_Aim of the task_
Each line of the records has to be copied exactly, though the pictures must be left out.

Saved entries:
================================

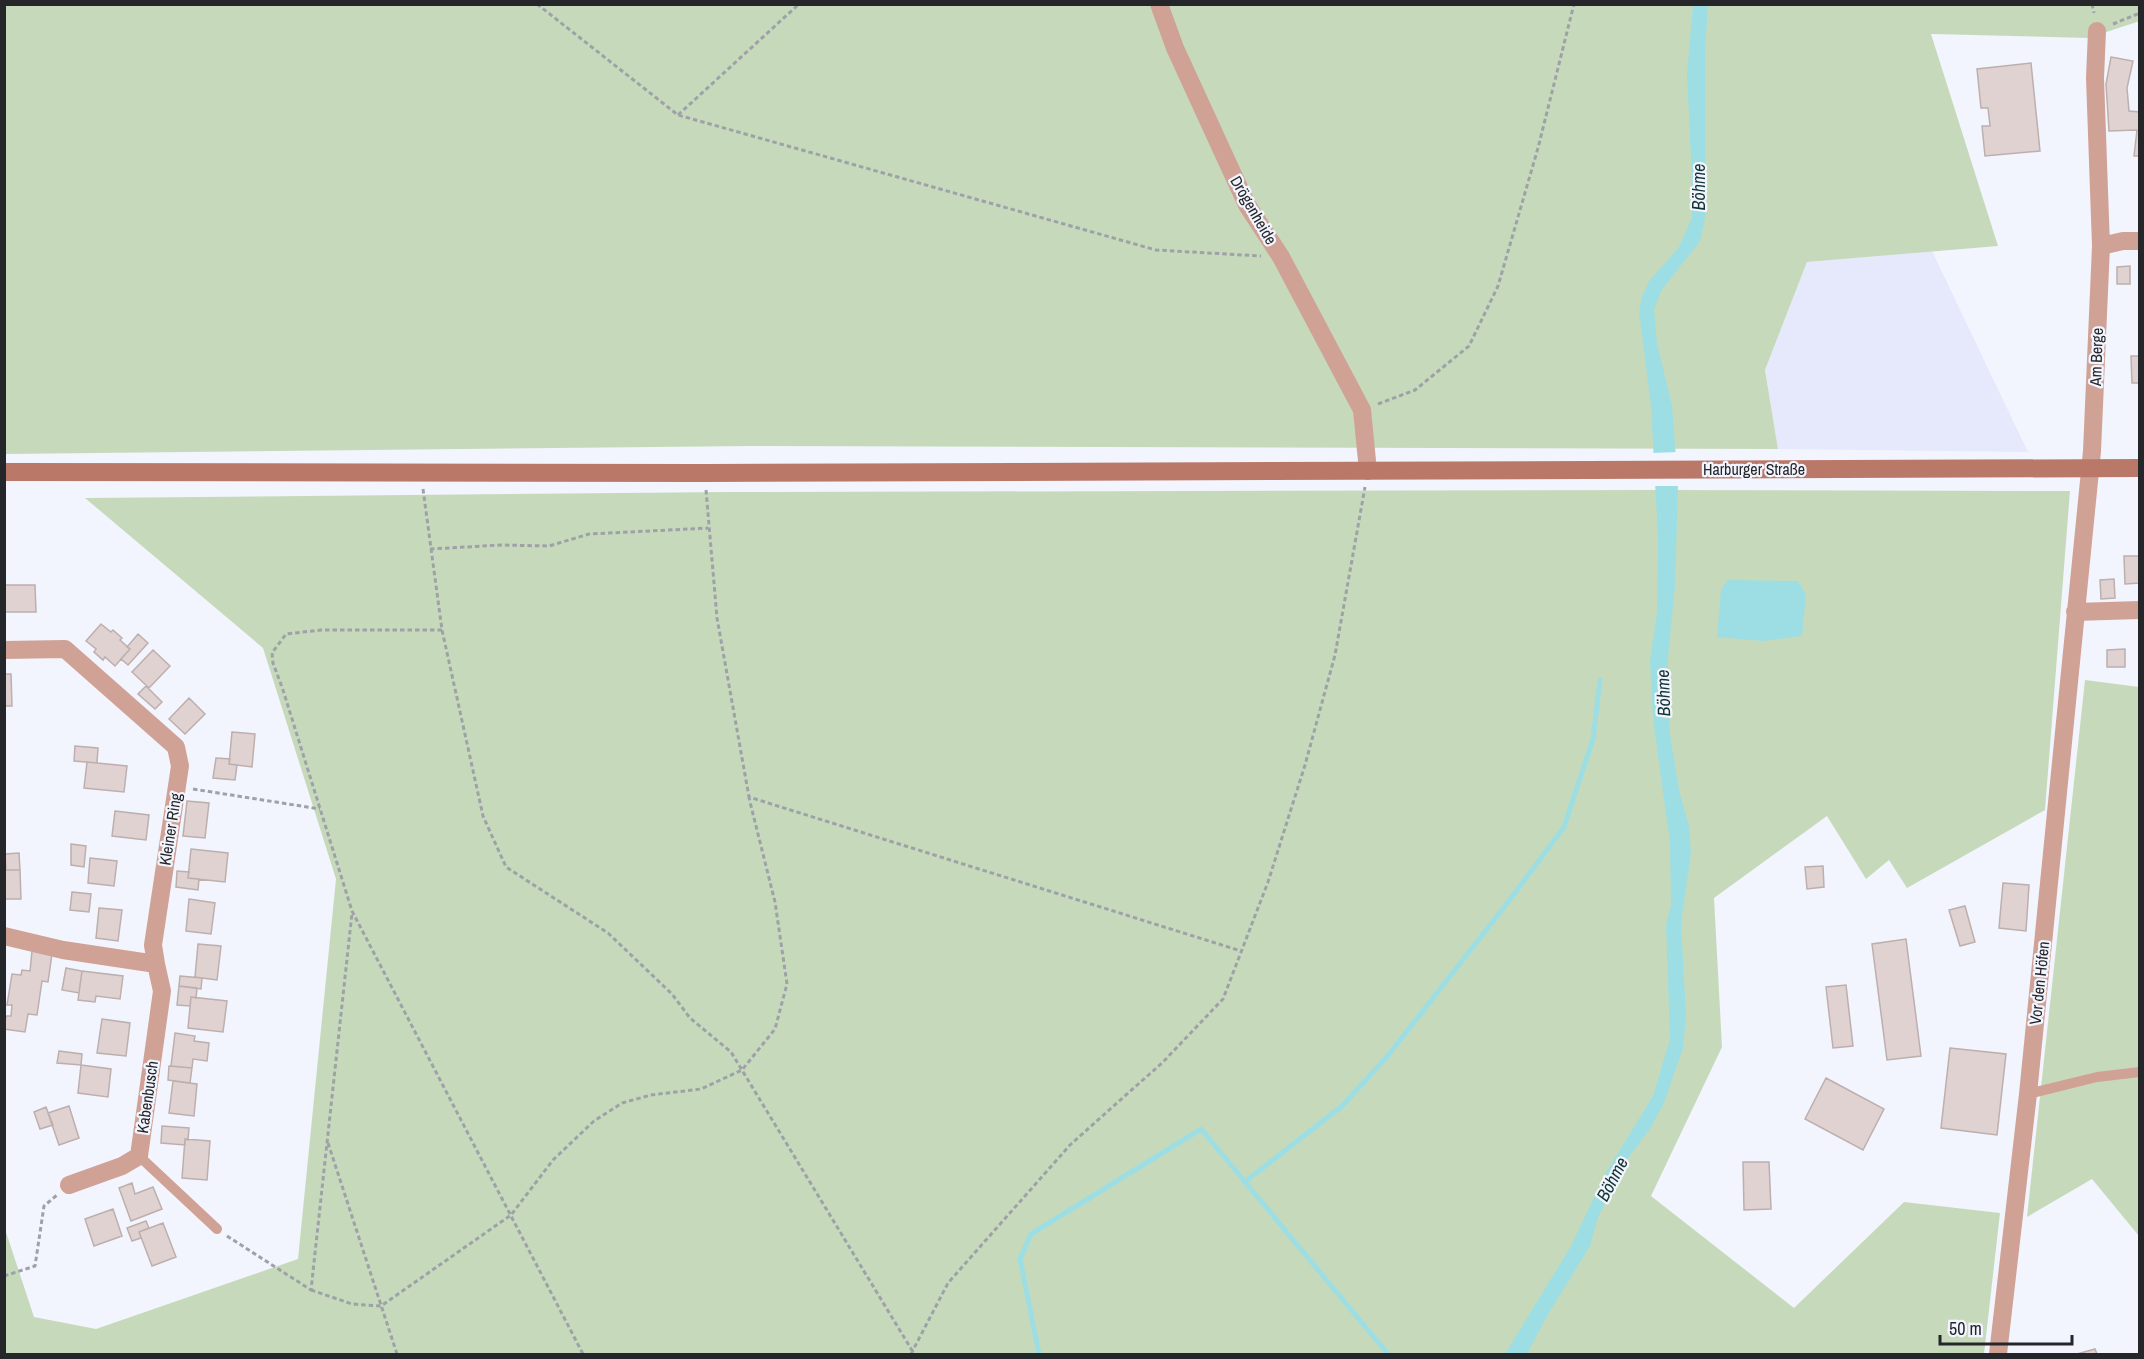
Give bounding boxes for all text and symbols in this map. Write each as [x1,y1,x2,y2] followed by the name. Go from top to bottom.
[1686,164,1711,210] water label: Böhme
[1226,172,1282,248] street label: Drögenheide
[2084,327,2108,388] street label: Am Berge
[1703,458,1805,480] street label: Harburger Straße
[1650,669,1676,717] water label: Böhme
[153,791,187,867] street label: Kleiner Ring
[2024,940,2054,1026] street label: Vor den Höfen
[131,1059,163,1135] street label: Kabenbusch
[1590,1152,1634,1206] water label: Böhme
[1940,1308,2072,1346] scale bar
[1949,1316,1982,1341] text: 50 m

================================

_Response area_
Give bounding boxes for all text and symbols in this map. Write each as [x1,y1,x2,y2] followed by the name. Go from top to bottom.
[1686,164,1711,210] water label: Böhme
[1226,172,1282,248] street label: Drögenheide
[2084,327,2108,388] street label: Am Berge
[1703,458,1805,480] street label: Harburger Straße
[1650,669,1676,717] water label: Böhme
[153,791,187,867] street label: Kleiner Ring
[2024,940,2054,1026] street label: Vor den Höfen
[131,1059,163,1135] street label: Kabenbusch
[1590,1152,1634,1206] water label: Böhme
[1940,1308,2072,1346] scale bar
[1949,1316,1982,1341] text: 50 m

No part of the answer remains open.